Turner pulled the office door, and Reacher went in ahead of her. The room was a lot nicer than the kind of place Reacher was used to. A lot nicer than the place a mile from Rock Creek, for instance. There was quality vinyl on the floor, and wallpaper, and all kinds of framed commendations from tourist authorities. The reception desk was an actual desk, like something Thomas Jefferson might have used to write a letter. Behind it was a red leather chair with a guy in it. The guy was about sixty, tall and grey and impressive. He looked like he should have been running a big corporation, not a small motel.

Turner said, ‘We’re looking for our friends. That’s their car outside.’

‘The four gentlemen?’ the guy said, with a tiny and sceptical hesitation before the word gentlemen .

‘Yes,’ Turner said.

‘I’m afraid you just missed them. They were looking for you about ten minutes ago. At least, I assume it was you they were looking for. A man and a woman, they said.
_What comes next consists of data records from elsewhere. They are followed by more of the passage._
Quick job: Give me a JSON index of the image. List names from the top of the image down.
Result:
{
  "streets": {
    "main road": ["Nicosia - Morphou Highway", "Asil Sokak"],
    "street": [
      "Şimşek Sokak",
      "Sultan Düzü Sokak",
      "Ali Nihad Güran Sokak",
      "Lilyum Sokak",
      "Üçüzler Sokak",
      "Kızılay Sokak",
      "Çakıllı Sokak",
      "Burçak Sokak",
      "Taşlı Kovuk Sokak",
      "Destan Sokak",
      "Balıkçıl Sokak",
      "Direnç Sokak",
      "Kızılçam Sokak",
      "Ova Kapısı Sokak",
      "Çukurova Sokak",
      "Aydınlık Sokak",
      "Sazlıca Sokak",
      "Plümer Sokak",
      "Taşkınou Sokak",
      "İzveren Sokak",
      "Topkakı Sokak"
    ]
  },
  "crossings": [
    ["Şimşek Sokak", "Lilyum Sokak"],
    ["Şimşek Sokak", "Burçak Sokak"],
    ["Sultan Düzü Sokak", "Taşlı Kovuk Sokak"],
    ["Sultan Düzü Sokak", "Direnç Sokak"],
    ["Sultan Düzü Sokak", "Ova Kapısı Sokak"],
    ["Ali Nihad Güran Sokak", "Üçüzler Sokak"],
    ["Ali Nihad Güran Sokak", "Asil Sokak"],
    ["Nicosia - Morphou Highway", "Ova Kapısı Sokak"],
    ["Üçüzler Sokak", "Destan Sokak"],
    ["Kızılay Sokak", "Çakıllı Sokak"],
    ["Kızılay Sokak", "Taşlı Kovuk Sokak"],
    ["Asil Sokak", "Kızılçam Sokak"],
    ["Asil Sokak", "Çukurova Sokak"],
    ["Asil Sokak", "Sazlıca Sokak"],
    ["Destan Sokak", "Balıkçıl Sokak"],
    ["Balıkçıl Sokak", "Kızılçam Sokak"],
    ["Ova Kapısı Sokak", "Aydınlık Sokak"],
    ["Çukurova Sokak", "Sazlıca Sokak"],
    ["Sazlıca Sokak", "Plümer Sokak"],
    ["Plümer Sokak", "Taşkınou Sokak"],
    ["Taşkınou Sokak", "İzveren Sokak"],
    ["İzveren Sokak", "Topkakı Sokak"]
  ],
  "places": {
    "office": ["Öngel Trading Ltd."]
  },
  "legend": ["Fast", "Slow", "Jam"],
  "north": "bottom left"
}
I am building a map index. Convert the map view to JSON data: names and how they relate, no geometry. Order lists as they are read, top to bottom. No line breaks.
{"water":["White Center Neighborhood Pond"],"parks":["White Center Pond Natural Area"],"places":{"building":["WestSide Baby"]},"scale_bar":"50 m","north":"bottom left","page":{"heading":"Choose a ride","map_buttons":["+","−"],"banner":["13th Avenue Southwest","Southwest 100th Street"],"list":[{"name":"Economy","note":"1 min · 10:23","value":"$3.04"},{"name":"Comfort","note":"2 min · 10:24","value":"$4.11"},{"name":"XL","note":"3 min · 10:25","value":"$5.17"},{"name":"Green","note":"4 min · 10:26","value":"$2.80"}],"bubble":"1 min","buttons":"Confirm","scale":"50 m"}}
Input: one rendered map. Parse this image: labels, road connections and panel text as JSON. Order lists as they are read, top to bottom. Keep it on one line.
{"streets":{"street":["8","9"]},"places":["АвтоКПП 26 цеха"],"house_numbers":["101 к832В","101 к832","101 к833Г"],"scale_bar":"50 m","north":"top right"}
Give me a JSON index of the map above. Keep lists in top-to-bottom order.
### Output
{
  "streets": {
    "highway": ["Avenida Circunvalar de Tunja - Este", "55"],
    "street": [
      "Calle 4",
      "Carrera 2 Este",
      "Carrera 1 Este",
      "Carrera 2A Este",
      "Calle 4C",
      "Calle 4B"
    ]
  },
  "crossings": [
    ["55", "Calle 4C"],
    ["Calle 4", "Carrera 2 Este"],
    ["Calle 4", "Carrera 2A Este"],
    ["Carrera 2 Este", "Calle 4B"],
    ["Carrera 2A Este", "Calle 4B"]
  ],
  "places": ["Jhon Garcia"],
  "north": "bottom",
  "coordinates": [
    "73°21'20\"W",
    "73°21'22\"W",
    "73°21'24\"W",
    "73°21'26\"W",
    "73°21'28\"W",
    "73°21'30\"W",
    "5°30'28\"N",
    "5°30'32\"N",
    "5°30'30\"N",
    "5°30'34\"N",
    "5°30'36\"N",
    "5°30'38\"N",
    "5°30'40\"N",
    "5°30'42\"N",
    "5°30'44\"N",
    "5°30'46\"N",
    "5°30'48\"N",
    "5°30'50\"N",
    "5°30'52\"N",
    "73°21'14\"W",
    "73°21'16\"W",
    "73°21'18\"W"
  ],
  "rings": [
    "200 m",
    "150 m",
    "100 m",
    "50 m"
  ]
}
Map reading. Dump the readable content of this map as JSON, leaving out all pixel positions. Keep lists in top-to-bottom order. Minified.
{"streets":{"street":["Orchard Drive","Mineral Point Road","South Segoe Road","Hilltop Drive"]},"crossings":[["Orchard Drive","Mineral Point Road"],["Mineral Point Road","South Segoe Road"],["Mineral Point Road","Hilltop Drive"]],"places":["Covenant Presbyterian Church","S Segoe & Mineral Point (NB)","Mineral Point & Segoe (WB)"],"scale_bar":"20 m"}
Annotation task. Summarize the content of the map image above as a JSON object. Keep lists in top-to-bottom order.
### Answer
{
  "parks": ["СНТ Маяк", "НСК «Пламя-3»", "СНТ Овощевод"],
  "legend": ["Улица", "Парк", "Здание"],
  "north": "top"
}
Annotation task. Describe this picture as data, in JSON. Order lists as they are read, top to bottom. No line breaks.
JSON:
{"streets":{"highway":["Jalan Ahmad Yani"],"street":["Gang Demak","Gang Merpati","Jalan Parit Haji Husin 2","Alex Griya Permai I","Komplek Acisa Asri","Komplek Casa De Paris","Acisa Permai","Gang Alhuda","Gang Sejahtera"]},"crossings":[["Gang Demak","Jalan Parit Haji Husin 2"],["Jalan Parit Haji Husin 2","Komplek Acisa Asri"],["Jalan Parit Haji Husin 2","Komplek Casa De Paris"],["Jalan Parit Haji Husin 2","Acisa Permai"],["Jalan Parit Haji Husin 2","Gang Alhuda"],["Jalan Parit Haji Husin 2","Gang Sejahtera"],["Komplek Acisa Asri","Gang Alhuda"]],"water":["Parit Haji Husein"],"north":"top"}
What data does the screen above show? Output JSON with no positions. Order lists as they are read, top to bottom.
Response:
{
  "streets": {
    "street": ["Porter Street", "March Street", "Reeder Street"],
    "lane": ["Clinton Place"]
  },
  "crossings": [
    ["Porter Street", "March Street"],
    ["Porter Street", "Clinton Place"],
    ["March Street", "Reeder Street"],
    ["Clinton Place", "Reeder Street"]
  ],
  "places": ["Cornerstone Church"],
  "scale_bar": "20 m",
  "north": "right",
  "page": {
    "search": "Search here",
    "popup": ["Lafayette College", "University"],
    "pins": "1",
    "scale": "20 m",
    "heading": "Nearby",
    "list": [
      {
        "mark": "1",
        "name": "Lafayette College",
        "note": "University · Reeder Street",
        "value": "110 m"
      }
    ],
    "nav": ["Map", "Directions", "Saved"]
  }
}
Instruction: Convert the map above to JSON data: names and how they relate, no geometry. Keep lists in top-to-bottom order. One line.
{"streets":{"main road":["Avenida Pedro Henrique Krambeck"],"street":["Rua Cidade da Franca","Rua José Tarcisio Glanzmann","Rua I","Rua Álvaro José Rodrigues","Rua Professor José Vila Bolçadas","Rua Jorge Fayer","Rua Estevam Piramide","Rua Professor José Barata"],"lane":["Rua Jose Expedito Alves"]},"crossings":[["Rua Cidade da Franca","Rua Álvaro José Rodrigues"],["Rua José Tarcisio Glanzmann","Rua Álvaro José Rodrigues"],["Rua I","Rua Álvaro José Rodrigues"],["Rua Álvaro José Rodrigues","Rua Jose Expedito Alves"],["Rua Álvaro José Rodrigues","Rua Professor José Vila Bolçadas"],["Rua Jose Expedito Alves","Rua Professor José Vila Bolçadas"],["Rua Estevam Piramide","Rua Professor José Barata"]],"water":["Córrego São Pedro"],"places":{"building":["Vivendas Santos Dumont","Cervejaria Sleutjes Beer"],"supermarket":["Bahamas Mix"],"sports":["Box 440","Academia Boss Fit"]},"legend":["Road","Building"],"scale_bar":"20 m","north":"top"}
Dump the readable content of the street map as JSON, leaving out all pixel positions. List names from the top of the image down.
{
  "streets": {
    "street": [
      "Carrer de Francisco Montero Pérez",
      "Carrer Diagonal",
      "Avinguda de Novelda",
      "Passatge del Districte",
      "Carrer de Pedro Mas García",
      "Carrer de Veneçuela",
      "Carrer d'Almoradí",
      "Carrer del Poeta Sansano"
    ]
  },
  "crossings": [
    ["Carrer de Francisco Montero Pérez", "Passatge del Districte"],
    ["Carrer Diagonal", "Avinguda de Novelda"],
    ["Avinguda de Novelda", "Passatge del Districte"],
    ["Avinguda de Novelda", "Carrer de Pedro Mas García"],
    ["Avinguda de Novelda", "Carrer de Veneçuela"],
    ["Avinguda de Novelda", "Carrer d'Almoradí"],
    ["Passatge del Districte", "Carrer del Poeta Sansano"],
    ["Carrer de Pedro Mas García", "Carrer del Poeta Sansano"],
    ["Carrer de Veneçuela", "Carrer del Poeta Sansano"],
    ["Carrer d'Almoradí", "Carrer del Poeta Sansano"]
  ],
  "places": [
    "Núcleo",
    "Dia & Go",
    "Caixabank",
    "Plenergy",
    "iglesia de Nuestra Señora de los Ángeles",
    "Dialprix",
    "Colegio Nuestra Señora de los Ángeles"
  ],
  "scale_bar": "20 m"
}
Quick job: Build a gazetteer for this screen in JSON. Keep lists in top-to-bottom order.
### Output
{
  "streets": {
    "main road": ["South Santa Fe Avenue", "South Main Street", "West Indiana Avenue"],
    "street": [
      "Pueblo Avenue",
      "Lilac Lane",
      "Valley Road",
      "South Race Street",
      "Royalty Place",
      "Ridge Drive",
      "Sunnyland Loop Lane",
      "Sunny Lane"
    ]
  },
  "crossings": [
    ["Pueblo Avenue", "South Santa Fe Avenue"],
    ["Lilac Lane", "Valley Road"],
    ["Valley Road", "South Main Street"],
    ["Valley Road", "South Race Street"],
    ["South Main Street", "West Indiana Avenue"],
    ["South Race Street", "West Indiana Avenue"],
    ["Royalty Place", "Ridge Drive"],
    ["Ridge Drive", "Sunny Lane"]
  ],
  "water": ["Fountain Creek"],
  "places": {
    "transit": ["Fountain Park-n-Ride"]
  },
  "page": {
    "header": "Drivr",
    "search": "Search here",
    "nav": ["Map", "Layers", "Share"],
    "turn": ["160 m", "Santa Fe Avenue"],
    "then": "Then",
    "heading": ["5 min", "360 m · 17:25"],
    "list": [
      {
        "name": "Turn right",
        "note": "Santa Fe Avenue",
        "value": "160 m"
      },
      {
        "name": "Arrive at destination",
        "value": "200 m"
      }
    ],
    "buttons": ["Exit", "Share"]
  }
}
They wondered if you’d checked in already.’

‘And what did you tell them?’ Reacher asked.

‘Well, naturally, I told them you hadn’t arrived yet.’

‘OK.’

‘Are you ready to check in now?’ the guy asked, in a tone that suggested it wouldn’t break his heart if they didn’t.

‘We need to find our friends first,’ Reacher said. ‘We need to have a discussion. Where did they go?’

‘They wondered if perhaps you’d gone to get a bite to eat. I directed them to the Berryville Grill. It’s the only restaurant open at this time of the evening.’

‘The pizza place doesn’t count?’

‘It’s not exactly a restaurant, is it?’

‘So where’s the Berryville Grill?’

‘Two blocks behind us. An easy walk.’

‘Thank you,’ Turner said.

There were two ways to walk two blocks behind the motel. On the left-hand cross street, or the right-hand cross street. Covering both at once would involve splitting up, which would risk a potential one-on-four confrontation for one of them. Reacher was happy with those odds, but he wasn’t sure about Turner. She was half his size, literally, and she was unarmed. No gun, no knife.

He said, ‘We should wait here. We should let them come to us.’

But they didn’t come. Reacher and Turner stood in the shadows, for five long minutes, and nothing happened. Turner moved a little, to let the light play along the flank of the car. She whispered, ‘Those are pretty good dents.’

Reacher said back, ‘How long does it take to check out a damn restaurant?’

‘Maybe they got sent on somewhere else. Maybe there’s a bar with hamburgers. Or a couple of them. Which don’t count as restaurants, with the motel guy.’

‘I don’t hear any bars.’

‘How do you hear a bar?’

‘Hubbub, glasses, bottles, extractor fans. It’s a distinctive sound.’

‘Could be too far away to hear.’

‘In which case they’d have come back for their car.’

‘They have to be somewhere.’

‘Maybe they’re eating at the grill,’ Reacher said. ‘Maybe they got a table. A last-minute decision. We were hungry, they could be hungry too.’